──────── Available data

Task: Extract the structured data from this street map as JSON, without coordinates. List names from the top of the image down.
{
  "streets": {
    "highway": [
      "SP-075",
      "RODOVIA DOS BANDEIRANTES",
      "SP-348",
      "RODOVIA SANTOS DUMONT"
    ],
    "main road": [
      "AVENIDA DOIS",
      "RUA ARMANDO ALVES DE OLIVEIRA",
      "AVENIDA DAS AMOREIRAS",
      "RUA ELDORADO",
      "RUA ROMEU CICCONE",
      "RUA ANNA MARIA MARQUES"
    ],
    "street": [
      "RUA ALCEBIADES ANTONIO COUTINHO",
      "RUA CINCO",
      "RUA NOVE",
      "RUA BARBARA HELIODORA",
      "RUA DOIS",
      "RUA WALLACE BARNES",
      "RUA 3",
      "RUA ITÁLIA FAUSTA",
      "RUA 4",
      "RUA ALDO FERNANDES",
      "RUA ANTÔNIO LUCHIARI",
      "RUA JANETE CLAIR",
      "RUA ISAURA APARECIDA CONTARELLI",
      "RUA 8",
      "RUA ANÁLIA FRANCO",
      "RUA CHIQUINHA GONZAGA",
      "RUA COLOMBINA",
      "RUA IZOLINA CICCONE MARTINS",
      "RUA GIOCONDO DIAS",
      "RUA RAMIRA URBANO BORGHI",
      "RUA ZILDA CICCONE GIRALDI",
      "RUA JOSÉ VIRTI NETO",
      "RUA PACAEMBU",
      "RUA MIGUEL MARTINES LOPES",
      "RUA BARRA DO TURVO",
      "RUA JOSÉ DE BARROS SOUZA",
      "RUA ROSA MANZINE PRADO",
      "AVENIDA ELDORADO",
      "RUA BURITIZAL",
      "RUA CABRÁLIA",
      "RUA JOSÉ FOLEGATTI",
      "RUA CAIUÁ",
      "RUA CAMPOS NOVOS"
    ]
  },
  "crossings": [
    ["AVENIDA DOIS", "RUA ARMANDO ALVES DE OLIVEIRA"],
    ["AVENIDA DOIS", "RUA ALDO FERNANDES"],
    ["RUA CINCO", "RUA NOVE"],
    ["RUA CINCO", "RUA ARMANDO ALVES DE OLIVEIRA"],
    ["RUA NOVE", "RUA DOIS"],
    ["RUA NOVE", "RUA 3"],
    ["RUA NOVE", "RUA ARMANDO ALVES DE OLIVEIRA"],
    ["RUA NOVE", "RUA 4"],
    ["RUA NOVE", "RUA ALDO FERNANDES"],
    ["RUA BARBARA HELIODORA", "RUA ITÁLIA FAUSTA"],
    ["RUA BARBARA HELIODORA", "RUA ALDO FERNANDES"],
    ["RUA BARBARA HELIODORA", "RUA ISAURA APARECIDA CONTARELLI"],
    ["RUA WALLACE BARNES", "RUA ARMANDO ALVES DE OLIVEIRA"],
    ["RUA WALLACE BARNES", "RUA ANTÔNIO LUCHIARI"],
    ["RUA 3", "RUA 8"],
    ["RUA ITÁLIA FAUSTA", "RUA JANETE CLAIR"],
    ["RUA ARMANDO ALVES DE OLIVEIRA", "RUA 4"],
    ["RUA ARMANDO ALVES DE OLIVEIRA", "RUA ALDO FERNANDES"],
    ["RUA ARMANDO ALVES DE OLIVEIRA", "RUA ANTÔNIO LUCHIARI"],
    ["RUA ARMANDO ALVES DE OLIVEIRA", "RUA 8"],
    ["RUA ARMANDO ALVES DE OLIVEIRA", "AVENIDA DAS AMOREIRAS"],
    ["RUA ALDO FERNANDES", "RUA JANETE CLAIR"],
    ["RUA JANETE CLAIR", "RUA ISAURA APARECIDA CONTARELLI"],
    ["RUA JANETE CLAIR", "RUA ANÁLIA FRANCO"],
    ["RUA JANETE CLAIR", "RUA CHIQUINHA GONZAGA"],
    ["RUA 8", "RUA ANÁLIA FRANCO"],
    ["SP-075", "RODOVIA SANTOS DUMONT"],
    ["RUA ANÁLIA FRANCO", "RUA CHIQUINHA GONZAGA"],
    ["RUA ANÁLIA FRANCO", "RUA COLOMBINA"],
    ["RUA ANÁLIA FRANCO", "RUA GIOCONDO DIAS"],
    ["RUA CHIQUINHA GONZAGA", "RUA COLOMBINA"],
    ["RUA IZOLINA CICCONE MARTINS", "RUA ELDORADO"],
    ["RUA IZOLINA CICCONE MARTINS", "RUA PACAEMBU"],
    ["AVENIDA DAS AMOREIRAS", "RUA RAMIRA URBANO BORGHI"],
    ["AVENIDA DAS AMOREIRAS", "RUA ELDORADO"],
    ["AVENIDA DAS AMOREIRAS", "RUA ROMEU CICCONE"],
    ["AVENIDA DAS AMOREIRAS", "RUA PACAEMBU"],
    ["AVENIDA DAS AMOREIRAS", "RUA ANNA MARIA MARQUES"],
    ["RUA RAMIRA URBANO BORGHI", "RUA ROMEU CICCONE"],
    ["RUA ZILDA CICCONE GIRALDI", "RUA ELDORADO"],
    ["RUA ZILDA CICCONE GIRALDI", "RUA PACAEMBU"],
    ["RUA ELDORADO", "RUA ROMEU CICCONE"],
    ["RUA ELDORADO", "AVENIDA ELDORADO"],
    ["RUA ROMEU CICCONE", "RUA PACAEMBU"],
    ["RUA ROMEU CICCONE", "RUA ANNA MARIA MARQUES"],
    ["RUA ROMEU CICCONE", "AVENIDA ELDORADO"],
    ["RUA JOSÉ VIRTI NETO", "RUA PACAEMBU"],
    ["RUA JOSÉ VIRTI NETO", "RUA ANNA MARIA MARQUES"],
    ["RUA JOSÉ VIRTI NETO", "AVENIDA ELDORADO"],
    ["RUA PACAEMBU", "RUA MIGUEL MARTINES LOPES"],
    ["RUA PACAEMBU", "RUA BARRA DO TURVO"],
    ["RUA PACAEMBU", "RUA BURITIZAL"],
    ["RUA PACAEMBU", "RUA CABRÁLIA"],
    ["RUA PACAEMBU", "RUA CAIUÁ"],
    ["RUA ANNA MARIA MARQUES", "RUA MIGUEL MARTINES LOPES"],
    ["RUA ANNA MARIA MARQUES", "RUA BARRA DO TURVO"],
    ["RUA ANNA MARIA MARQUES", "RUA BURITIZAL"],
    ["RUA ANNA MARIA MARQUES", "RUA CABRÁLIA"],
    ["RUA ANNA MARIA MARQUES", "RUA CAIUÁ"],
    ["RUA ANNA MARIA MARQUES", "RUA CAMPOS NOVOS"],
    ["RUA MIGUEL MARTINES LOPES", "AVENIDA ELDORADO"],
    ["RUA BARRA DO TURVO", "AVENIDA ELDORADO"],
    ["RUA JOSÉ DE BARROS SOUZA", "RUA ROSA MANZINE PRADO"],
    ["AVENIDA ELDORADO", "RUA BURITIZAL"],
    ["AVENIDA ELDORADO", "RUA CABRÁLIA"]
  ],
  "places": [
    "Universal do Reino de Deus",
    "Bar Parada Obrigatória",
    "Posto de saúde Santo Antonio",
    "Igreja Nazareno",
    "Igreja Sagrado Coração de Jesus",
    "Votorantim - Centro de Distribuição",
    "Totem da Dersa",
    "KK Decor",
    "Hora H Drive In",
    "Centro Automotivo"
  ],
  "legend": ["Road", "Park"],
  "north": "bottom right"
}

────────────────

**Requirement**
Please copy every line in the entries where "RODOVIA" appears.

**Response area**
      "RODOVIA DOS BANDEIRANTES",
      "RODOVIA SANTOS DUMONT"
    ["SP-075", "RODOVIA SANTOS DUMONT"],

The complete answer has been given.